++++ Records to process ++++
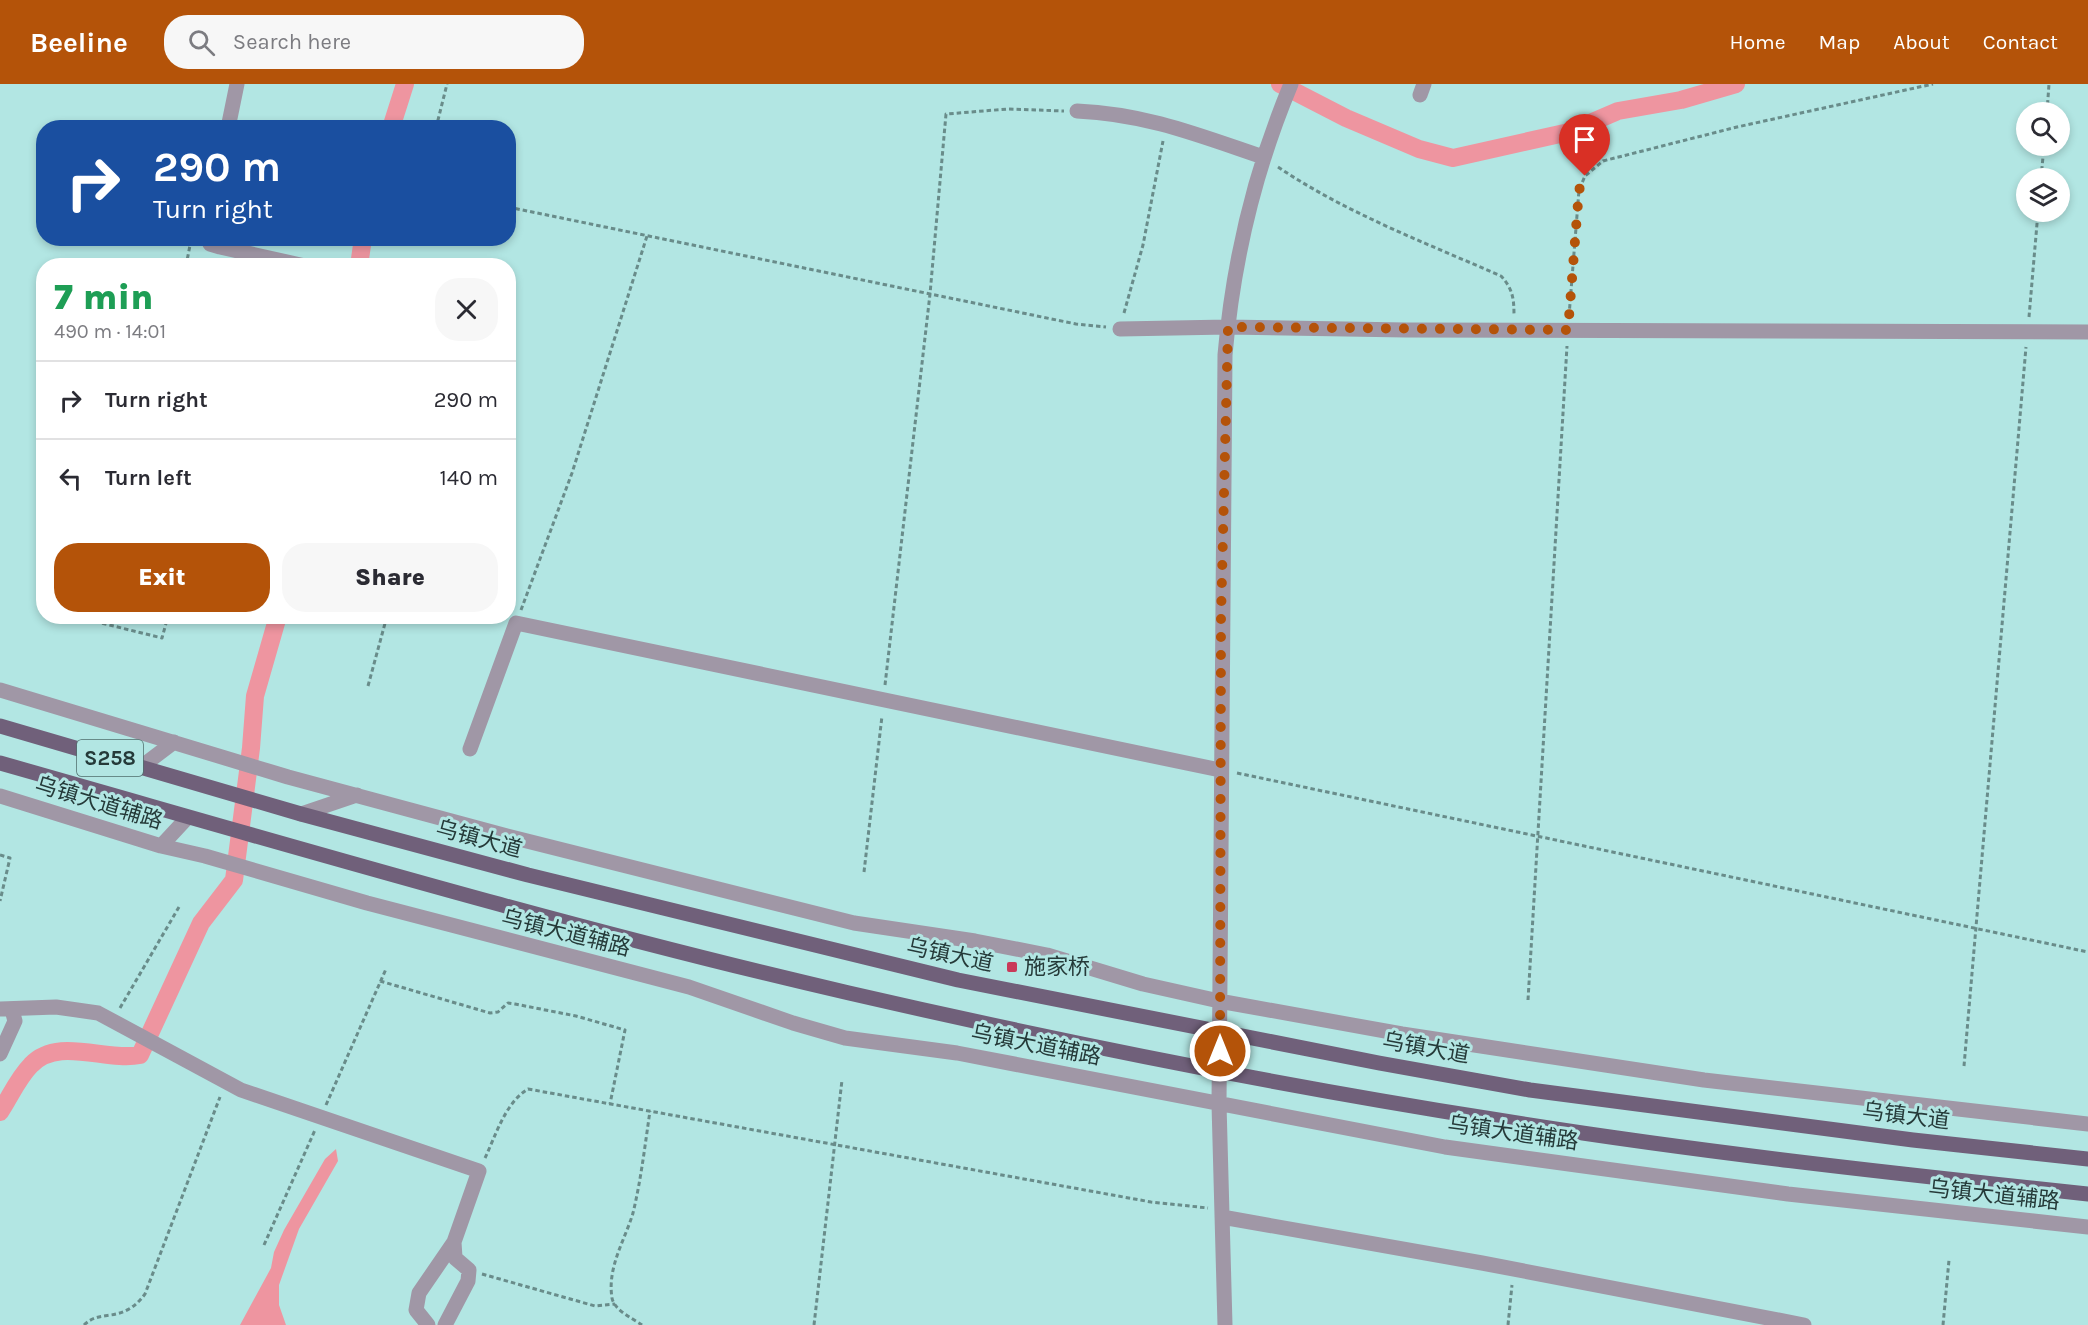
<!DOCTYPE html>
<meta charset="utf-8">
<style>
body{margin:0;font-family:Karla,"Noto Sans SC",sans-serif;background:#f7f7f7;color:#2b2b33;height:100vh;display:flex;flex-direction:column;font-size:22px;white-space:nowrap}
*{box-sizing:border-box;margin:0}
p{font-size:20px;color:#7c7c81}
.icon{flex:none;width:33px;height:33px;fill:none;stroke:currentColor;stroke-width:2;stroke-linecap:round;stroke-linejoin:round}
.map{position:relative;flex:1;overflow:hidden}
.sheet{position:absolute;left:36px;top:174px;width:480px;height:366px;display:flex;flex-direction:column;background:#fff;border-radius:24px;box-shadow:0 3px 9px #0003}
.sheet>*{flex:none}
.top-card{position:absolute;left:36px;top:36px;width:480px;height:126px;border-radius:24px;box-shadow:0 3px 9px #0003;background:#1a4fa0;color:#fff;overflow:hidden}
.fabs{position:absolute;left:2016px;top:18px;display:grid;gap:12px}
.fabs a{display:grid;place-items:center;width:54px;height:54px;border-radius:50%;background:#fff;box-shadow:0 3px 9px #0003;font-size:30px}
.pin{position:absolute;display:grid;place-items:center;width:51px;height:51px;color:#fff;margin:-62px -26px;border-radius:50% 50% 50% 0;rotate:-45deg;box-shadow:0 0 6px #0007}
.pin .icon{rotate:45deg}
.me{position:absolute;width:66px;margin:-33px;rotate:0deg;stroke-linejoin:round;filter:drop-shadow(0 0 4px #0008)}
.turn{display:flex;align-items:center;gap:21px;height:126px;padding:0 18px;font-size:27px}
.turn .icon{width:78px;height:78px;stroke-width:2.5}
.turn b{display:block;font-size:42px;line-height:51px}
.round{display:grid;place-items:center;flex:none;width:63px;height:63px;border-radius:24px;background:#f7f7f7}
.headline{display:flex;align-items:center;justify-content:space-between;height:102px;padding:0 18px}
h1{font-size:36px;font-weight:800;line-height:45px;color:#1e9e55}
.action{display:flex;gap:12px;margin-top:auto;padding:12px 18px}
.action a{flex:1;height:69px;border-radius:24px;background:#b45309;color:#fff;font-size:24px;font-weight:800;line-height:69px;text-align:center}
.action a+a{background:#f7f7f7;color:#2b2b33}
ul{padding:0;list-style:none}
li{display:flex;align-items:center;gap:18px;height:78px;padding:0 18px;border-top:2px solid #e1e1e2}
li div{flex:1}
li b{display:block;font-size:22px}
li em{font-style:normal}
header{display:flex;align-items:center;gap:36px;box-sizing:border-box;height:84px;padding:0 30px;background:#b45309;color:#fff}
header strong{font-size:28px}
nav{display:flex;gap:33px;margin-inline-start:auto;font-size:21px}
.search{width:420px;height:54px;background:#f7f7f7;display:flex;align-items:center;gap:15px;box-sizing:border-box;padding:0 21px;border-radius:24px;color:#7c7c81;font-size:22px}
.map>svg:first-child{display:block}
.water{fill:#ee95a0}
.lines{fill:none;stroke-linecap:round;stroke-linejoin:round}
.canal{stroke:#ee95a0;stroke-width:18}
.path{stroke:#698c8a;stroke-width:3;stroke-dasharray:4.5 3;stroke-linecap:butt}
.minor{stroke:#a097a6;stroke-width:15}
.major{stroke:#70607a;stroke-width:15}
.route{stroke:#b45309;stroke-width:10;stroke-dasharray:0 18}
.poi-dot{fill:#c93959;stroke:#b2e6e3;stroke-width:2}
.labels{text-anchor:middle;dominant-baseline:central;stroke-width:6;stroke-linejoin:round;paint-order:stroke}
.shield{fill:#b2e6e3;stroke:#4f6e6c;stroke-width:1.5}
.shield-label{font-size:21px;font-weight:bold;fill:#253a39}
.street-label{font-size:22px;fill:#253a39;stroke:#b2e6e3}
.poi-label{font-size:22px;fill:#253a39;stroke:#b2e6e3;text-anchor:start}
</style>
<header>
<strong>Beeline</strong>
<div class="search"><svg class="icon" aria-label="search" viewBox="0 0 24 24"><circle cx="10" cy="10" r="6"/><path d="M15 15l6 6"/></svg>Search here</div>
<nav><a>Home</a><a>Map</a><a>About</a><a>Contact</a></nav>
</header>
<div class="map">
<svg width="2088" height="1241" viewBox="0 0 2088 1241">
<rect width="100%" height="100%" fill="#b2e6e3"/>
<!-- water -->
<path class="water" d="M336 1065 338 1077 299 1145 279 1201V1221L286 1241H240L271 1184 274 1168 284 1146 325 1075Z"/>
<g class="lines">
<!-- canal -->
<path class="canal" d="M1280 0 1346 34 1419 65 1453 74 1569 48 1618 27 1681 16 1736 0
M391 44 405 0
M359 182 363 154
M0 1028C10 1013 18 994 31 981 58 952 106 978 140 971L201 839 234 796 251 664 255 612 278 532"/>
<!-- path -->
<path class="path" d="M2047 28 2049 0
M436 44 447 0
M1278 83C1346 129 1426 159 1501 192 1513 205 1514 215 1514 232
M2041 94 2044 62
M508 123 1076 240 1106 243
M186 182 191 156
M1124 229 1143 161 1163 57
M1569 232 1579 106 1585 92 1603 77 1737 43 1933 0
M2029 233 2038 128
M521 526 572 389 647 152
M73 532 162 554 168 532
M484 532 500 536
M885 601 930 210 946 30 1008 25 1064 27
M368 602 387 532
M1237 689 2088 868
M0 771 10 774 0 817
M864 788 882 632
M380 897 490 929 498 928 508 919 515 920 576 932 625 946 610 1020
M1528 916 1567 262
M120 924 179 823
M1964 982 2026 263
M326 1021 386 885
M485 1074C496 1051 505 1019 528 1005L1151 1118 1208 1124
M264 1161 315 1046
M482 1190 595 1222 615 1220
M84 1241C101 1224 122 1241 145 1210L220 1013
M642 1241C632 1234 614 1226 612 1214 607 1183 625 1156 633 1129 641 1096 645 1061 650 1027
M814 1241 842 996
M1508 1241 1512 1201
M1943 1241 1949 1176"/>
<!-- minor -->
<path class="minor" d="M1420 11 1424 0
M1077 27C1146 30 1198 51 1263 73
M228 44 237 0
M207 154 210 160 220 163 305 182
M1120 245 1228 243 1406 246 2088 248
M0 606 288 693 507 752 854 839 975 857 1047 871 1143 900 1219 917 1402 950 1704 996 2088 1040
M470 665 516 539 1220 686
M141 683 174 658
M0 712 161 762 205 772 367 819 689 903 793 939 845 954 957 969 1445 1063 1788 1110 2088 1143
M301 730 357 711
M161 762 187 734
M0 925 56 923 98 929 241 1006 479 1087 454 1158 455 1174 469 1186 468 1197 445 1241
M0 970 15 937 12 926
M1222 1133 1482 1179 1804 1241
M428 1241 416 1226 419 1209 454 1158
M1225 1241 1219 1020 1225 271C1233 178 1255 86 1291 0"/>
<!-- major -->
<path class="major" d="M0 642 301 730 528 791 958 896 1379 979 1530 1006 1913 1056 2088 1075
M0 679C282 759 563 843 849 909 1062 958 1277 1001 1492 1035 1689 1067 1889 1089 2088 1110"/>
</g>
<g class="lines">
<!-- route -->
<path class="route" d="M1220 967 1221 534 1228 243 1568 246 1579 106 1585 92"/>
</g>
<!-- markers -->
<rect class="poi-dot" x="1006" y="877" width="12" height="12" rx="3"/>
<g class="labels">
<!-- shield labels -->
<rect class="shield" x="77" y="656" width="66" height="36" rx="4.5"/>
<g class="shield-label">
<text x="110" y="674">S258</text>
</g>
<!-- street labels -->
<g class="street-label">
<text transform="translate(99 719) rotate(17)">乌镇大道辅路</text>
<text transform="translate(479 755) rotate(15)">乌镇大道</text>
<text transform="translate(566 849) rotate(14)">乌镇大道辅路</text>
<text transform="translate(950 871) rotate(12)">乌镇大道</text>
<text transform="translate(1036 961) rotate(11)">乌镇大道辅路</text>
<text transform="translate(1426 964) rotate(10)">乌镇大道</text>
<text transform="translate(1906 1032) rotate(7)">乌镇大道</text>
<text transform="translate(1513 1049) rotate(8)">乌镇大道辅路</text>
<text transform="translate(1994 1111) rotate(6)">乌镇大道辅路</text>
</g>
<!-- poi labels -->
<g class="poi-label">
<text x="1024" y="883">施家桥</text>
</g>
</g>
</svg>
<div class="fabs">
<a><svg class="icon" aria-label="search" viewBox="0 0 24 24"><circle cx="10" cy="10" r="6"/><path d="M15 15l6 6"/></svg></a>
<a><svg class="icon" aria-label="layers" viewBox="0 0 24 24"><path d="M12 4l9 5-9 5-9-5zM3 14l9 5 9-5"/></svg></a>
</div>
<div class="pin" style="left:1585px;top:92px;background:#d93025"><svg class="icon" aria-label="arrive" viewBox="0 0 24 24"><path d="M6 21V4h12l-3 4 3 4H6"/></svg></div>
<svg class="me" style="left:1220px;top:967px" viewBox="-20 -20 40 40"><circle r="17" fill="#b45309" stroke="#fff" stroke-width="3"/><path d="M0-11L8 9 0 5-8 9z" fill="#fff"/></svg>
<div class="top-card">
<div class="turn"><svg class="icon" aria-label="right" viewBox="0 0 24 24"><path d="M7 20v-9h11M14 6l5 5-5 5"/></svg><div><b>290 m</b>Turn right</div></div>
</div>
<section class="sheet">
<div class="headline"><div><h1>7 min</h1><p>490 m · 14:01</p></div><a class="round"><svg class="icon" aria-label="close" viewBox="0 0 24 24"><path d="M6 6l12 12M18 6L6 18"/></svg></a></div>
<ul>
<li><svg class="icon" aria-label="right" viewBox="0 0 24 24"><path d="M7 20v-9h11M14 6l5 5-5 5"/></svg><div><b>Turn right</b></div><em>290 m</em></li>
<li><svg class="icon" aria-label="left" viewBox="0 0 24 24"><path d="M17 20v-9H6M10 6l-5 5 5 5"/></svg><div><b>Turn left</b></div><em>140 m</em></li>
</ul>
<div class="action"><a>Exit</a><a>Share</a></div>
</section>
</div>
++++
Report every line from the listing above where the string "overflow" can be found.

Exercise answer:
.map{position:relative;flex:1;overflow:hidden}
.top-card{position:absolute;left:36px;top:36px;width:480px;height:126px;border-radius:24px;box-shadow:0 3px 9px #0003;background:#1a4fa0;color:#fff;overflow:hidden}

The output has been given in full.